Turkey-initiated naval operation

Black Sea Harmony is a naval operation initiated by Turkey in March 2004 in accordance with UN Security Council Resolutions 1373, 1540 and 1566 aimed at deterring terrorism and asymmetric threats in the Black Sea. It is similar to the NATO-led Operation Active Endeavour in the Mediterranean, and also aims at ensuring the security of the Turkish Straits.

Although it was originally a national operation, Black Sea Harmony has become multinational with the participation of other Black Sea littoral states. Turkey extended invitations to each littoral state to join Black Sea Harmony.

The operation originally was conducted in Turkey's territorial waters and in open waters in the Black Sea. In order to deter possible risks and threats in the maritime area, the Turkish Navy conducted periodic surveillance and reconnaissance operations across the whole of the Black Sea.
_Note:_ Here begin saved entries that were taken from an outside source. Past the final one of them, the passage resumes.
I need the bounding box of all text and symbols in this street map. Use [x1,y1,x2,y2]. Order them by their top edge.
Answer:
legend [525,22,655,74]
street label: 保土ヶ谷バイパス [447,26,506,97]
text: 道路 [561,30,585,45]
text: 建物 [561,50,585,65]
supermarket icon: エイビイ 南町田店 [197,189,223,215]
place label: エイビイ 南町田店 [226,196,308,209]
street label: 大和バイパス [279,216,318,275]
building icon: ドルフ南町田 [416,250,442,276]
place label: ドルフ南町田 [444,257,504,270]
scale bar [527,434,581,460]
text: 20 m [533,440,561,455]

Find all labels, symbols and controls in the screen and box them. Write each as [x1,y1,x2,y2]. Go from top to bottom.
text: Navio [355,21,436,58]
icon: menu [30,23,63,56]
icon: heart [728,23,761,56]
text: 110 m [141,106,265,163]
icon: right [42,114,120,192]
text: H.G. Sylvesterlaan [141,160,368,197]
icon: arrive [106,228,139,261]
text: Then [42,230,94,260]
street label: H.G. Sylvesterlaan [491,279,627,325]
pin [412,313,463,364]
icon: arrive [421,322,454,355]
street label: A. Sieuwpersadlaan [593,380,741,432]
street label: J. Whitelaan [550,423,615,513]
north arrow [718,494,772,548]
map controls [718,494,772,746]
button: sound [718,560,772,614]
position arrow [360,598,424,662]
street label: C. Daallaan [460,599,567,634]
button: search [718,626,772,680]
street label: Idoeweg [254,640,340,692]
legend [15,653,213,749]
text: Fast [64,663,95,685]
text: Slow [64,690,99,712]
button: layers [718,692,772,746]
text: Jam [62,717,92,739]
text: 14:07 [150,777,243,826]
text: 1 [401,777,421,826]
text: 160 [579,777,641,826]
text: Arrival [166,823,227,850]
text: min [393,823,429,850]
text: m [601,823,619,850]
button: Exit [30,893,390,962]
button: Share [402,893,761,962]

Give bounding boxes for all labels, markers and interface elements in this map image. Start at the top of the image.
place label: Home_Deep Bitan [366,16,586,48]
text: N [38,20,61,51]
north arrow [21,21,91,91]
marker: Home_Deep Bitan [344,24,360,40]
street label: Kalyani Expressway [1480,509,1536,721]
Statistics concerning suspect ships were collected and shared with NATO and other littoral nations. In case of hailing of a suspect ship, voluntary boarding (depending on the captain's will) is conducted.

Permanent headquarters of Operation Black Sea Harmony is located in Eregli, on Turkey's Black Sea coast. Once the Operation became multinational, other littoral States were able to send Liaison Officers to Eregli.

In 2006 Russia officially joined the Black Sea Harmony initiative to address new security challenges in region. A protocol on information exchange regarding Ukraine's participation was signed in Ankara on 17 January 2007.